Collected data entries
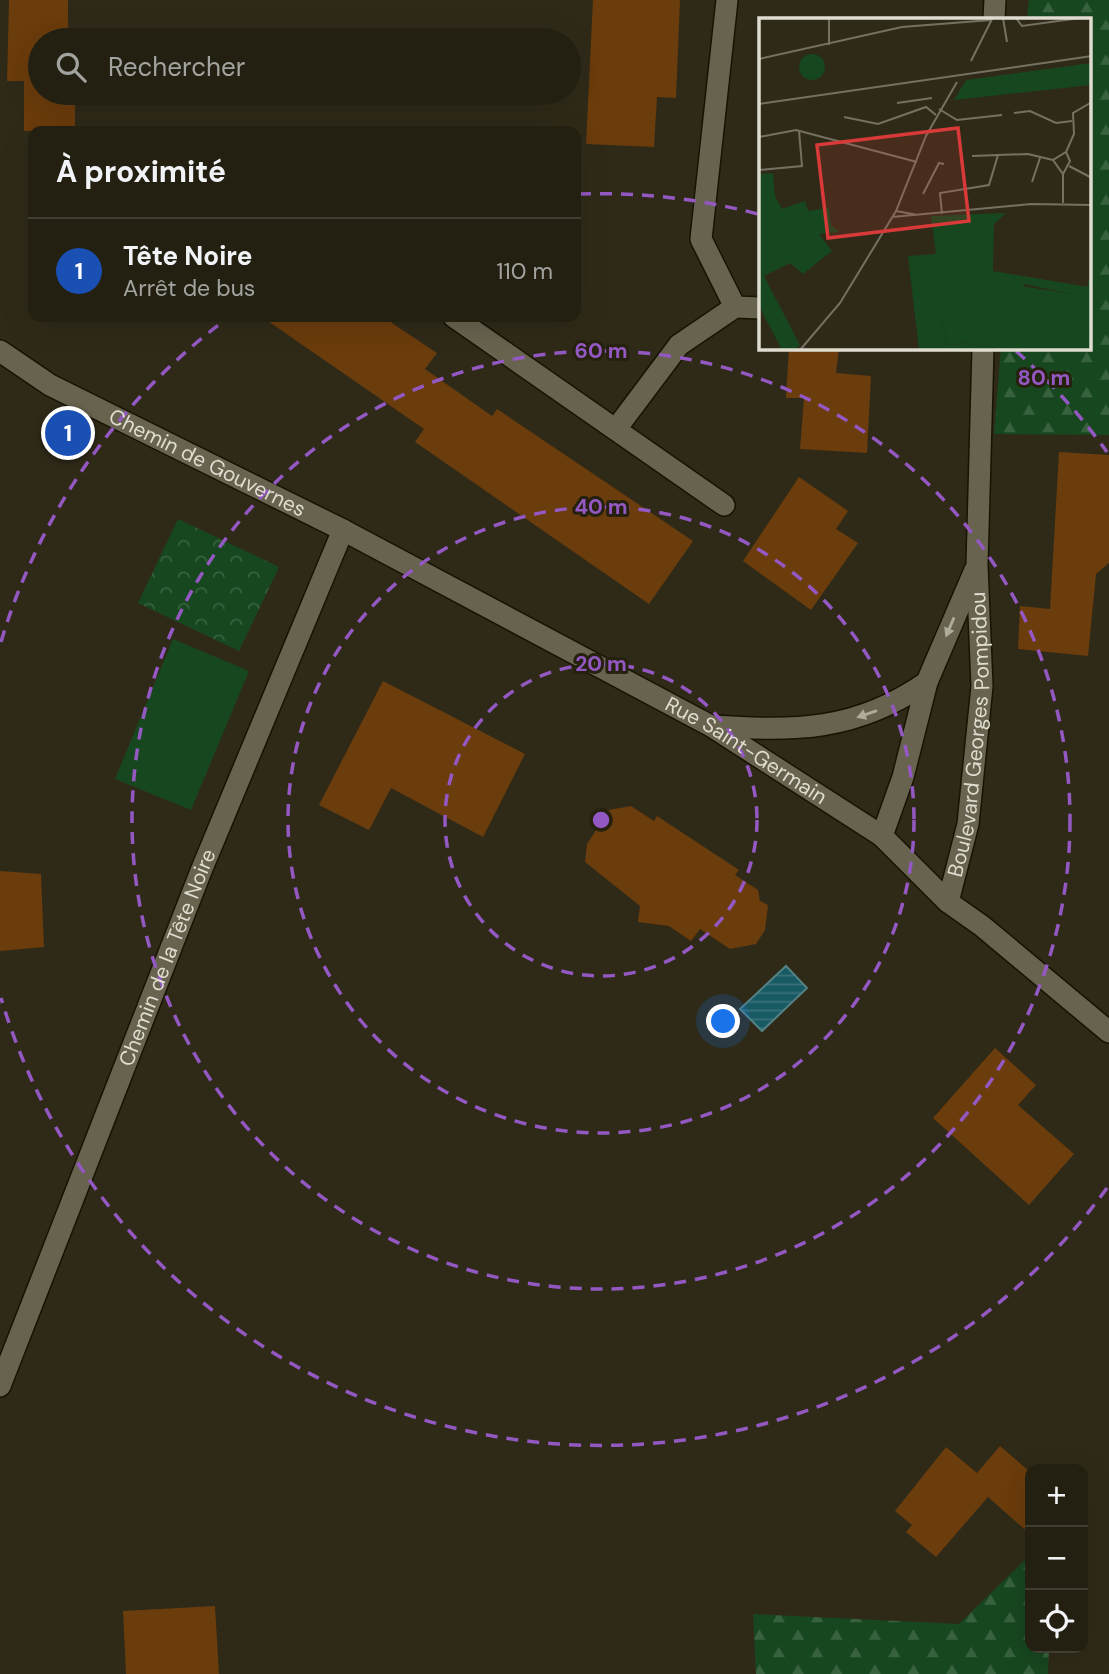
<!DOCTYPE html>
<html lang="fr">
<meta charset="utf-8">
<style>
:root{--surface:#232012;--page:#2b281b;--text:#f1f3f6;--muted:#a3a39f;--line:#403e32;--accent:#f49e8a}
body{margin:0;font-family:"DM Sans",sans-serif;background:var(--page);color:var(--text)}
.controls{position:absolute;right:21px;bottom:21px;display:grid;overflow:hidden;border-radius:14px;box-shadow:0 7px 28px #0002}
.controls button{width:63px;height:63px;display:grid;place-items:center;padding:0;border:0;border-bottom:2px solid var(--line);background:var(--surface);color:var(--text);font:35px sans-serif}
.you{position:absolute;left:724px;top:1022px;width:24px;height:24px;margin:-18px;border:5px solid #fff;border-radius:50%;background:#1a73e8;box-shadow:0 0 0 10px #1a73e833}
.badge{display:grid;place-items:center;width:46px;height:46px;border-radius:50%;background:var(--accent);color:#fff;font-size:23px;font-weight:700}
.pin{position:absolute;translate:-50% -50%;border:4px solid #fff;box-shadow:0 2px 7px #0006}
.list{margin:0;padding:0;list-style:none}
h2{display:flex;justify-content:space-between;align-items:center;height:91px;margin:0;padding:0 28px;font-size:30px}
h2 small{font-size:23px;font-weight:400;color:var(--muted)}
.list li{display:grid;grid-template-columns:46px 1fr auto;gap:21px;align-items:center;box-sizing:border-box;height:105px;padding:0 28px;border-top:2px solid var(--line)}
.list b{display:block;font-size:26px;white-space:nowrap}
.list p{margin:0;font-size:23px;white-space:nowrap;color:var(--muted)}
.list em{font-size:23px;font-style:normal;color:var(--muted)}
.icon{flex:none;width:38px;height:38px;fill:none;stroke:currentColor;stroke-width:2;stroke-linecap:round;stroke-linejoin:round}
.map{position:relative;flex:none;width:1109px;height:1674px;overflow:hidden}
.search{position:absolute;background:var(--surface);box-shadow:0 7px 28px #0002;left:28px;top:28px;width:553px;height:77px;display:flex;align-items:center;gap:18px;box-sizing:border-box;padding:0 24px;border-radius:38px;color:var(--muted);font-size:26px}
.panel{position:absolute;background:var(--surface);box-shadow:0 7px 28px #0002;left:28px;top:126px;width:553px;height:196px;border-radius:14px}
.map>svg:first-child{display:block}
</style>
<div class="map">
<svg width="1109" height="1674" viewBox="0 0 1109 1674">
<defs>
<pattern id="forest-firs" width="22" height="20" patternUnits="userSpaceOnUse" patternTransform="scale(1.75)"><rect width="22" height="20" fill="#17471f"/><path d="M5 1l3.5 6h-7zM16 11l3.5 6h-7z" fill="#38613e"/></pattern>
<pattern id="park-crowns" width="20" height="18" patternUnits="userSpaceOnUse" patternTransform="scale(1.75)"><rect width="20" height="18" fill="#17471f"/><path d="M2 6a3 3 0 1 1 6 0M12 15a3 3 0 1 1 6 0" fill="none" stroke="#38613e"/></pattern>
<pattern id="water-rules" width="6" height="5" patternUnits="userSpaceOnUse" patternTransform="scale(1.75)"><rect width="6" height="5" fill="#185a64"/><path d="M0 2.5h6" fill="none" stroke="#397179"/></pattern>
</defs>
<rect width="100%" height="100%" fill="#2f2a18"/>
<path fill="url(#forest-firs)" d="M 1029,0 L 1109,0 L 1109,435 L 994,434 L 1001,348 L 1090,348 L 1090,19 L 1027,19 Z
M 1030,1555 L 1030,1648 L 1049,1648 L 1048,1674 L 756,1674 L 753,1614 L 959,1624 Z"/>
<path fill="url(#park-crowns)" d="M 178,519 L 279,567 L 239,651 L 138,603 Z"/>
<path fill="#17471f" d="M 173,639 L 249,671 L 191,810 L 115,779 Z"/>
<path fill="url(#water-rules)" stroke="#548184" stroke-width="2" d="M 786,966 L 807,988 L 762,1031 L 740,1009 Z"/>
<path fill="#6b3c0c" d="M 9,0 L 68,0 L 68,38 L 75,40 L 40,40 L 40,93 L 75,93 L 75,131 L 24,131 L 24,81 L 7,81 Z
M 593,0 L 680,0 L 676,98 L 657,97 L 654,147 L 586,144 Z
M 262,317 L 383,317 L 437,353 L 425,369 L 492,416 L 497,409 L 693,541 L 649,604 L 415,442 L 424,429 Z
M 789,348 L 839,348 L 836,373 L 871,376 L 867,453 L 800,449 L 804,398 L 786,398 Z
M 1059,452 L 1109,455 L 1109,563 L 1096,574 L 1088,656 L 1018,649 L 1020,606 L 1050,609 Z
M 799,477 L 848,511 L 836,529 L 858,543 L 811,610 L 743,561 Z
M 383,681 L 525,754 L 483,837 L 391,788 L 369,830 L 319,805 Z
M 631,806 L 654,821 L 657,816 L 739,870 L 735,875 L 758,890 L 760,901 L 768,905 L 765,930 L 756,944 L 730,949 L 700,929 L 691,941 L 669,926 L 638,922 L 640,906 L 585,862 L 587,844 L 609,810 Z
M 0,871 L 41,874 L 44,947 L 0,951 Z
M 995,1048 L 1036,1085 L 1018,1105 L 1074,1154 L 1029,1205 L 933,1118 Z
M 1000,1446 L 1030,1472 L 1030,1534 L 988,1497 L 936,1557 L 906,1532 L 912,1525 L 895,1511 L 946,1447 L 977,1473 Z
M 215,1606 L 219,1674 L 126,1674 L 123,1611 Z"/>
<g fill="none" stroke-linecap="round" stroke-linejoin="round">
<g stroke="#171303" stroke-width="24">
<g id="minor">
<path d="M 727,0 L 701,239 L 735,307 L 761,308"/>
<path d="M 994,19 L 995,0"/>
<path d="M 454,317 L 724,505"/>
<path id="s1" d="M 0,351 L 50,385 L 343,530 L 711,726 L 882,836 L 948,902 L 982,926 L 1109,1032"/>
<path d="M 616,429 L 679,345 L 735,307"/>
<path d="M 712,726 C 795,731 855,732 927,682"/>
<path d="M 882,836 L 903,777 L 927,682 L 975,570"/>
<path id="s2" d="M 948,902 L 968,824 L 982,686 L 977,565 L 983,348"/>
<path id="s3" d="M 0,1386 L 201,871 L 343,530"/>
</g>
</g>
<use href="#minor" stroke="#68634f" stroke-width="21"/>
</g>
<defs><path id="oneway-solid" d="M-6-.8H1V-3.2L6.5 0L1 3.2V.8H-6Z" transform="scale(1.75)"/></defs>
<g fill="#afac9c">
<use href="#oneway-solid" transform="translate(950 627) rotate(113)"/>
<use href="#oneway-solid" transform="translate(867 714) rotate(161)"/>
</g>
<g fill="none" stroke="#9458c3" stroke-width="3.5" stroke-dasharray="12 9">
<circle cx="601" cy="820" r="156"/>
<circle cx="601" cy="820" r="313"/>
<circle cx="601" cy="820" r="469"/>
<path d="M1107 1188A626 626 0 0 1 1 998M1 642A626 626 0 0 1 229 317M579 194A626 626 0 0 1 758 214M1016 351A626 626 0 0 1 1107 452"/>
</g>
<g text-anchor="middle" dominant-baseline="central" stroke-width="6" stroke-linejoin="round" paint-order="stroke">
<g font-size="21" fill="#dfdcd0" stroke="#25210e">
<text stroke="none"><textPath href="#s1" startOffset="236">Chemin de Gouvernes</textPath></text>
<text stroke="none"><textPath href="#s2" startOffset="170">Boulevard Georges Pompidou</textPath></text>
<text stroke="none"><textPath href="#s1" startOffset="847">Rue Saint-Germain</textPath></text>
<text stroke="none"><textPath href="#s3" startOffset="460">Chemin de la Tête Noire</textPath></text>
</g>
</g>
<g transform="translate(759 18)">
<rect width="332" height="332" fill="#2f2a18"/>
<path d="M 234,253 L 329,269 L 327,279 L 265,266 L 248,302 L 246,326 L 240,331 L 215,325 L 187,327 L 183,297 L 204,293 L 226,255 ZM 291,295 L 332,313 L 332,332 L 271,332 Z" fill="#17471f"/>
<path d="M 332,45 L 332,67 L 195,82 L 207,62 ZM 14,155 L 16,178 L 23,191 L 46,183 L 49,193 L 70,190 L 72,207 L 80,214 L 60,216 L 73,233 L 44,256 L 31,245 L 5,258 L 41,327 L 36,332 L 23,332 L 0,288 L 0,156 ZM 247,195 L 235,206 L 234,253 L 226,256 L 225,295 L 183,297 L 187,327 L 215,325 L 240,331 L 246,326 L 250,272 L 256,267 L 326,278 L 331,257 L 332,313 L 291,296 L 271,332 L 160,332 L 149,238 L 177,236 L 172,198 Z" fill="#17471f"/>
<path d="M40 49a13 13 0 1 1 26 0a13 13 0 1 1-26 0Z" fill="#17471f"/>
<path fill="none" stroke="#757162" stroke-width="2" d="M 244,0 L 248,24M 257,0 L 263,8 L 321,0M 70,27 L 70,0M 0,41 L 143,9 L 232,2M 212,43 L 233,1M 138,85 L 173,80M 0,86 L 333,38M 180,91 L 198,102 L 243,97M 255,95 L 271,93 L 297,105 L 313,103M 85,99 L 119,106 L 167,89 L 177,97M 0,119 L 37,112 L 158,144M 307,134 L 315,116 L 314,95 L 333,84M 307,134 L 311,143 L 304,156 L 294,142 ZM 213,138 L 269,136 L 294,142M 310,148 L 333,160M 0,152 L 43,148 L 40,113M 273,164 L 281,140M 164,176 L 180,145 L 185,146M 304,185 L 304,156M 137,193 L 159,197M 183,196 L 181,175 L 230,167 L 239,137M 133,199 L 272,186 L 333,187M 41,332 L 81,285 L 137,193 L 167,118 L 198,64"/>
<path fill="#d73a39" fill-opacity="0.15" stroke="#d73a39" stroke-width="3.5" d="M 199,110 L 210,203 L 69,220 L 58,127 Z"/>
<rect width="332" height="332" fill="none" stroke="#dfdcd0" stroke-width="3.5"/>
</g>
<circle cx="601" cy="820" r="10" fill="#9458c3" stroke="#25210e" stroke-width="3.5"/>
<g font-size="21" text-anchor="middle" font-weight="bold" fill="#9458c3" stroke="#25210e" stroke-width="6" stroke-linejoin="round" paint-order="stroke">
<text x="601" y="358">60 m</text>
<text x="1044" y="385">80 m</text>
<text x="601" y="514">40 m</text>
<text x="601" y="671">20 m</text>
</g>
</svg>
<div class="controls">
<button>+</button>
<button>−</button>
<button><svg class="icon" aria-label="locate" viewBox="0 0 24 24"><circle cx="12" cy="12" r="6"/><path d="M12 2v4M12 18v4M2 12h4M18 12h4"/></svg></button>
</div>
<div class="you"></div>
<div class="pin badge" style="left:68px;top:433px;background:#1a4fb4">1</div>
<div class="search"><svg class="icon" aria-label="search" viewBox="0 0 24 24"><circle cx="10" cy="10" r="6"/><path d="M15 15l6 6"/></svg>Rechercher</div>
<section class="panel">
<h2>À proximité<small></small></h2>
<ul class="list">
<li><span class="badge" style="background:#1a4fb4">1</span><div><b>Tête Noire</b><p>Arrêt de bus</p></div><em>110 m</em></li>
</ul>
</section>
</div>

_Prompt_
For the word "linecap", go through the records and show each line that carries it.

_Expected answer_
.icon{flex:none;width:38px;height:38px;fill:none;stroke:currentColor;stroke-width:2;stroke-linecap:round;stroke-linejoin:round}
<g fill="none" stroke-linecap="round" stroke-linejoin="round">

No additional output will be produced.